__WHAT THE TASK ASKS__
Please copy the data below exactly, from its first line through the line holding "height:1px; margin:-0.5px; padding:0", and skip the pictures.

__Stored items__
Content starts
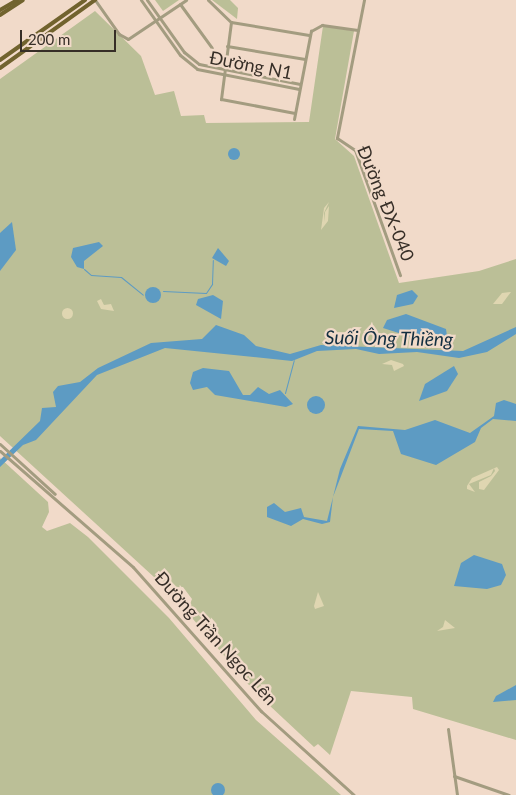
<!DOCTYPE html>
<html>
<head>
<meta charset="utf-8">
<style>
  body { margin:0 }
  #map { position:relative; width:516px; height:795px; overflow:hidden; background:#f1dac9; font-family:Lato,sans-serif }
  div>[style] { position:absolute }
  .green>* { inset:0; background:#bbbf97 }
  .sand>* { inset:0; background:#dfd6b1 }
  .round { border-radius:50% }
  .water>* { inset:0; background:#5d9bc3 }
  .stream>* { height:1px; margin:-0.5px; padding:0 0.5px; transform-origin:0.5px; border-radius:0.5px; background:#5d9bc3 }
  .minor>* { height:3px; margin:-1.5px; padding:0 1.5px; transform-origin:1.5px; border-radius:1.5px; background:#a39c80 }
  .major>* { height:4px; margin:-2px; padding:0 2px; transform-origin:2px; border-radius:2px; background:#71632e }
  span { translate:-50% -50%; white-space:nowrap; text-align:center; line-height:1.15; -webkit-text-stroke:4.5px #f1dac9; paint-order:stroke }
  .street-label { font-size:18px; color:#362e27 }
  .water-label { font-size:19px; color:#122e40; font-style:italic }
  .scale { position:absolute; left:20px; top:30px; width:96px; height:22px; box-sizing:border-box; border:2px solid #362e27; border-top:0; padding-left:6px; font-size:15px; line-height:18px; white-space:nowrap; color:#362e27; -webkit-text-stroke:4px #f1dac9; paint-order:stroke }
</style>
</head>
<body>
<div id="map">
  <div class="green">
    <i style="clip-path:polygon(155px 0,179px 0,163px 11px)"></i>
    <i style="clip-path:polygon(212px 0,230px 0,238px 8px,237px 19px)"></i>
    <i style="clip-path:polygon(95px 11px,141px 56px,155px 95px,174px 91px,181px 116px,204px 115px,206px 123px,309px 122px,323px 26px,354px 31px,335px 139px,354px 156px,399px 283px,479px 271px,516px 259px,516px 740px,413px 709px,412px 697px,351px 691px,330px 755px,318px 744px,314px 747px,254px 691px,187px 612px,192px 599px,183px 587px,166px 588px,0 436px,0 79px)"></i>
    <i style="clip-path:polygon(0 458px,48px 502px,49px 512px,42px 527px,47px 531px,70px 523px,88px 537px,169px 618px,256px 720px,341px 795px,0 795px)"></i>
  </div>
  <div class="sand">
    <i style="clip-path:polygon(329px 202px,324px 213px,324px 222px,325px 212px,329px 206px,328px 221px,321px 230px,324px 208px)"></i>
    <i style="clip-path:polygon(511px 292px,502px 304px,493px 304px,502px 293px)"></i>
    <i style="clip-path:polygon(101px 299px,104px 305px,111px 304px,114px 311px,101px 309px,97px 301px)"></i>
    <i class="round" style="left:61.5px;top:307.5px;width:11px;height:11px"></i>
    <i style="clip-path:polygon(391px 360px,403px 364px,404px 366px,394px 371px,392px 365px,382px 364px)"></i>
    <i style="clip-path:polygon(497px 467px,499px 470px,484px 490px,479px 489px,479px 482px,491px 476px,495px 471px,494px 468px,491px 475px,469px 484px,475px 492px,467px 489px,467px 486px,472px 478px)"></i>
    <i style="clip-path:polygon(318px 592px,324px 606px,315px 609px,314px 606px)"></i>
    <i style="clip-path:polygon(445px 620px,455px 628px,437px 631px,443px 627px)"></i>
  </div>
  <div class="water">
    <i class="round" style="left:228px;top:148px;width:12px;height:12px"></i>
    <i style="clip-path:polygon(12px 222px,16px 250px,0 271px,0 233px)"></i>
    <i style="clip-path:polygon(99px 242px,103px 246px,84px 261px,84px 269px,77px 267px,71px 257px,73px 248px)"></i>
    <i style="clip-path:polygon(218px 248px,229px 261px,226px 266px,212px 258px)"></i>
    <i class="round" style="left:145px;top:287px;width:16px;height:16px"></i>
    <i style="clip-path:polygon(412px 290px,418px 296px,413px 304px,394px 308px,397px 295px)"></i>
    <i style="clip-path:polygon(213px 295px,223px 301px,221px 319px,196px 305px,198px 299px)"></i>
    <i style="clip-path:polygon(406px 314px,446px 329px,447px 336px,427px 342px,383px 328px,387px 320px)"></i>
    <i style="clip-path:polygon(216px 325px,244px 335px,256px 346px,290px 354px,321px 345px,463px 351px,516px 327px,516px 334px,487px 352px,459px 358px,417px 352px,379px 354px,356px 349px,317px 351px,292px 361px,165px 348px,97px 375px,36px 440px,23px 445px,0 467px,0 460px,40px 421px,42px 408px,56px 407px,53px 392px,58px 386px,80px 382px,98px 368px,151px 343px,202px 339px)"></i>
    <i style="clip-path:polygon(454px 366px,458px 374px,447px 391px,419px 401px,425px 384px)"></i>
    <i style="clip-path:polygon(203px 368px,229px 371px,243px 395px,250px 395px,258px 387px,269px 394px,280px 390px,293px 404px,286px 407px,215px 395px,207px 387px,193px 390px,190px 383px,193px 372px)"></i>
    <i class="round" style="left:307px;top:396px;width:18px;height:18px"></i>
    <i style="clip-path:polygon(504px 400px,516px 404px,516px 421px,493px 419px,481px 428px,475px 442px,436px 465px,401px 454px,393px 431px,359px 429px,333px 497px,330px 522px,322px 524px,303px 519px,291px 526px,267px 517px,267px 507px,274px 503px,285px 512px,301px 508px,304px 517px,327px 521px,340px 469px,358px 426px,405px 430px,435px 420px,470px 433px,494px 416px,496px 403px)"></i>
    <i style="clip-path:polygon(474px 555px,502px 564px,506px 575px,501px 585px,487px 589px,454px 586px,461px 563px)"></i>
    <i style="clip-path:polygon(516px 685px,516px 700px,493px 702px,496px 696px)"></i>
    <i class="round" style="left:211px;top:783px;width:14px;height:14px"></i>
  </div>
  <div class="stream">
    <i style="left:84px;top:269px;width:9px;rotate:41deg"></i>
    <i style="left:91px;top:275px;width:30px;rotate:4deg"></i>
    <i style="left:121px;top:277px;width:28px;rotate:39deg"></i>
    <i style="left:163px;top:291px;width:43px;rotate:2.7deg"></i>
    <i style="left:206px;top:293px;width:11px;rotate:-56deg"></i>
    <i style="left:212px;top:284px;width:24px;rotate:-88deg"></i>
    <i style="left:285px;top:393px;width:34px;rotate:-75deg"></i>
  </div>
  <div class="minor">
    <i style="left:95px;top:0;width:42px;rotate:54.8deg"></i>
    <i style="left:119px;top:34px;width:10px;rotate:29deg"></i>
    <i style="left:128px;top:39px;width:70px;rotate:-33.9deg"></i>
    <i style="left:141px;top:0;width:67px;rotate:54.7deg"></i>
    <i style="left:180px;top:55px;width:22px;rotate:39deg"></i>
    <i style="left:197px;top:69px;width:104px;rotate:11.1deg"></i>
    <i style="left:147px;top:0;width:64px;rotate:54.6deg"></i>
    <i style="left:184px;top:52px;width:19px;rotate:39deg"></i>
    <i style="left:199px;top:64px;width:103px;rotate:11.2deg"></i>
    <i style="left:208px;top:0;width:32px;rotate:44deg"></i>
    <i style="left:231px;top:22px;width:79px;rotate:9.5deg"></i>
    <i style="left:364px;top:0;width:141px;rotate:101.1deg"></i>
    <i style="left:337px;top:138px;width:22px;rotate:34deg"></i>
    <i style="left:355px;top:150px;width:133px;rotate:70.2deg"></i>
    <i style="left:180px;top:4px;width:54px;rotate:54deg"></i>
    <i style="left:231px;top:22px;width:78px;rotate:97.4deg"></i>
    <i style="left:221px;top:99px;width:75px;rotate:10.7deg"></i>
    <i style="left:227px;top:46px;width:79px;rotate:9.5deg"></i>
    <i style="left:294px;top:119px;width:90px;rotate:-79.1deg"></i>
    <i style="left:311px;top:31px;width:13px;rotate:-29deg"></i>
    <i style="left:322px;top:25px;width:36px;rotate:8deg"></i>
    <i style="left:0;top:444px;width:74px;rotate:42.3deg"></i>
    <i style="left:0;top:451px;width:176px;rotate:41.1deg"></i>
    <i style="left:133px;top:567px;width:193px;rotate:48.4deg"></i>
    <i style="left:261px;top:711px;width:125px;rotate:42.1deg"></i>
    <i style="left:448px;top:729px;width:67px;rotate:82.2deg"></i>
    <i style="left:454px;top:776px;width:58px;rotate:19.1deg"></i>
  </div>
  <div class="major">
    <i style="left:0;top:10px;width:20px;rotate:-30deg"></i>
    <i style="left:0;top:15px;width:27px;rotate:-33deg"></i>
    <i style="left:0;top:60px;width:104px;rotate:-35.2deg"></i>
    <i style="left:0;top:68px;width:117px;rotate:-35.6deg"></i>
  </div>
  <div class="street-label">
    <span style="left:251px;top:65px;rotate:11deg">Đường N1</span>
    <span style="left:386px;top:203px;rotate:68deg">Đường ĐX-040</span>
    <span style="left:216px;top:638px;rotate:48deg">Đường Trần Ngọc Lên</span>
  </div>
  <div class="water-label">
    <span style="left:389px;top:338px;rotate:1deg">Suối Ông Thiềng</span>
  </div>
  <div class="scale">200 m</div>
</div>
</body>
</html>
Content ends
__PROBLEM SOLUTION__
<!DOCTYPE html>
<html>
<head>
<meta charset="utf-8">
<style>
  body { margin:0 }
  #map { position:relative; width:516px; height:795px; overflow:hidden; background:#f1dac9; font-family:Lato,sans-serif }
  div>[style] { position:absolute }
  .green>* { inset:0; background:#bbbf97 }
  .sand>* { inset:0; background:#dfd6b1 }
  .round { border-radius:50% }
  .water>* { inset:0; background:#5d9bc3 }
  .stream>* { height:1px; margin:-0.5px; padding:0 0.5px; transform-origin:0.5px; border-radius:0.5px; background:#5d9bc3 }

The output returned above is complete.